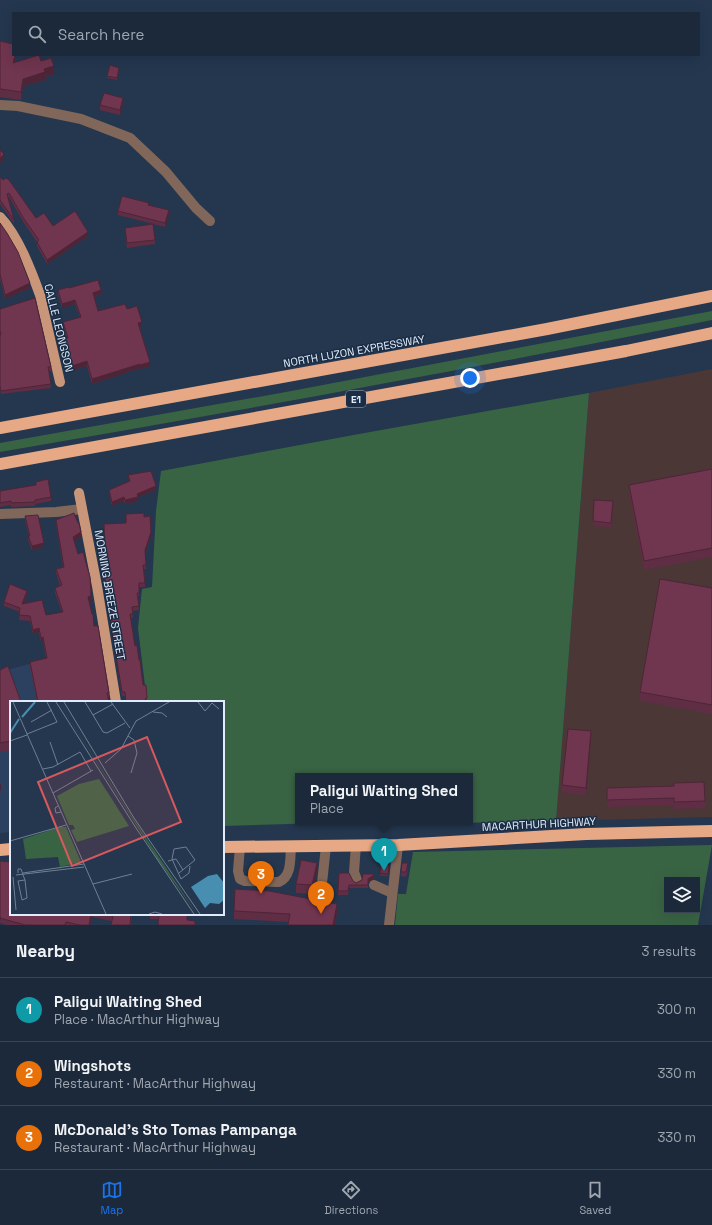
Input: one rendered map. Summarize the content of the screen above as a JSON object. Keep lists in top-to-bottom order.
{
  "streets": {
    "highway": ["NORTH LUZON EXPRESSWAY", "E1", "MACARTHUR HIGHWAY"],
    "main road": ["CALLE LEONGSON", "MORNING BREEZE STREET"]
  },
  "page": {
    "search": "Search here",
    "popup": ["Paligui Waiting Shed", "Place"],
    "pins": ["1", "3", "2"],
    "heading": ["Nearby", "3 results"],
    "list": [
      {
        "mark": "1",
        "name": "Paligui Waiting Shed",
        "note": "Place · MacArthur Highway",
        "value": "300 m"
      },
      {
        "mark": "2",
        "name": "Wingshots",
        "note": "Restaurant · MacArthur Highway",
        "value": "330 m"
      },
      {
        "mark": "3",
        "name": "McDonald's Sto Tomas Pampanga",
        "note": "Restaurant · MacArthur Highway",
        "value": "330 m"
      }
    ],
    "nav": ["Map", "Directions", "Saved"]
  }
}
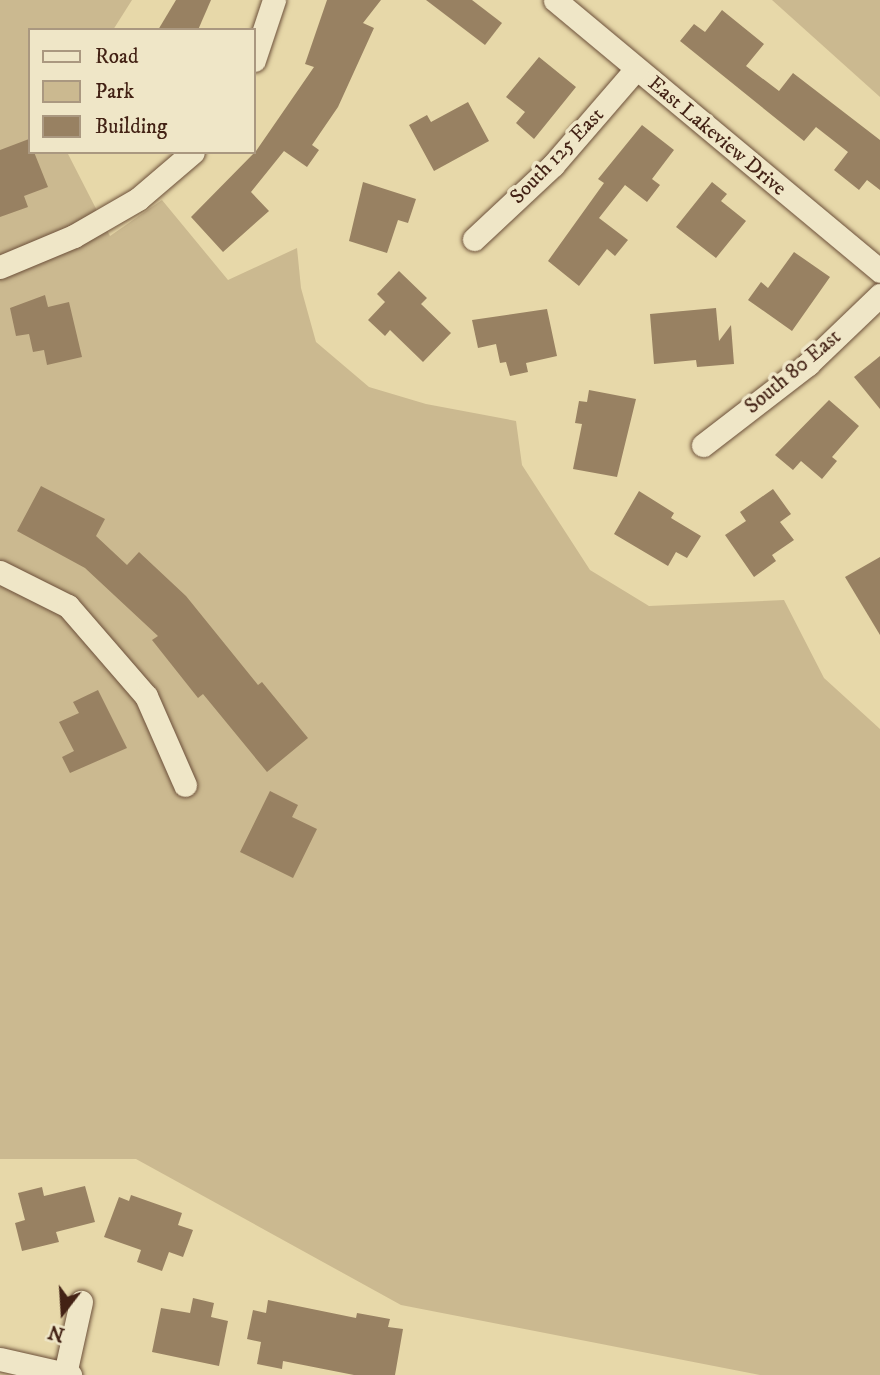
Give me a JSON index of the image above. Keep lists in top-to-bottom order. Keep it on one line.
{"streets":{"street":["East Lakeview Drive","South 125 East","South 80 East"]},"crossings":[["East Lakeview Drive","South 125 East"]],"legend":["Road","Park","Building"],"north":"bottom"}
------------------------------
# Assignment
In the copy, omit the pictures and give every line of the data exactly.

# Written reply
Input: one rendered map. Summarize the content of the screen above as a JSON object. Keep lists in top-to-bottom order.
{
  "streets": {
    "highway": ["NORTH LUZON EXPRESSWAY", "E1", "MACARTHUR HIGHWAY"],
    "main road": ["CALLE LEONGSON", "MORNING BREEZE STREET"]
  },
  "page": {
    "search": "Search here",
    "popup": ["Paligui Waiting Shed", "Place"],
    "pins": ["1", "3", "2"],
    "heading": ["Nearby", "3 results"],
    "list": [
      {
        "mark": "1",
        "name": "Paligui Waiting Shed",
        "note": "Place · MacArthur Highway",
        "value": "300 m"
      },
      {
        "mark": "2",
        "name": "Wingshots",
        "note": "Restaurant · MacArthur Highway",
        "value": "330 m"
      },
      {
        "mark": "3",
        "name": "McDonald's Sto Tomas Pampanga",
        "note": "Restaurant · MacArthur Highway",
        "value": "330 m"
      }
    ],
    "nav": ["Map", "Directions", "Saved"]
  }
}
Give me a JSON index of the image above. Keep lists in top-to-bottom order. Keep it on one line.
{"streets":{"street":["East Lakeview Drive","South 125 East","South 80 East"]},"crossings":[["East Lakeview Drive","South 125 East"]],"legend":["Road","Park","Building"],"north":"bottom"}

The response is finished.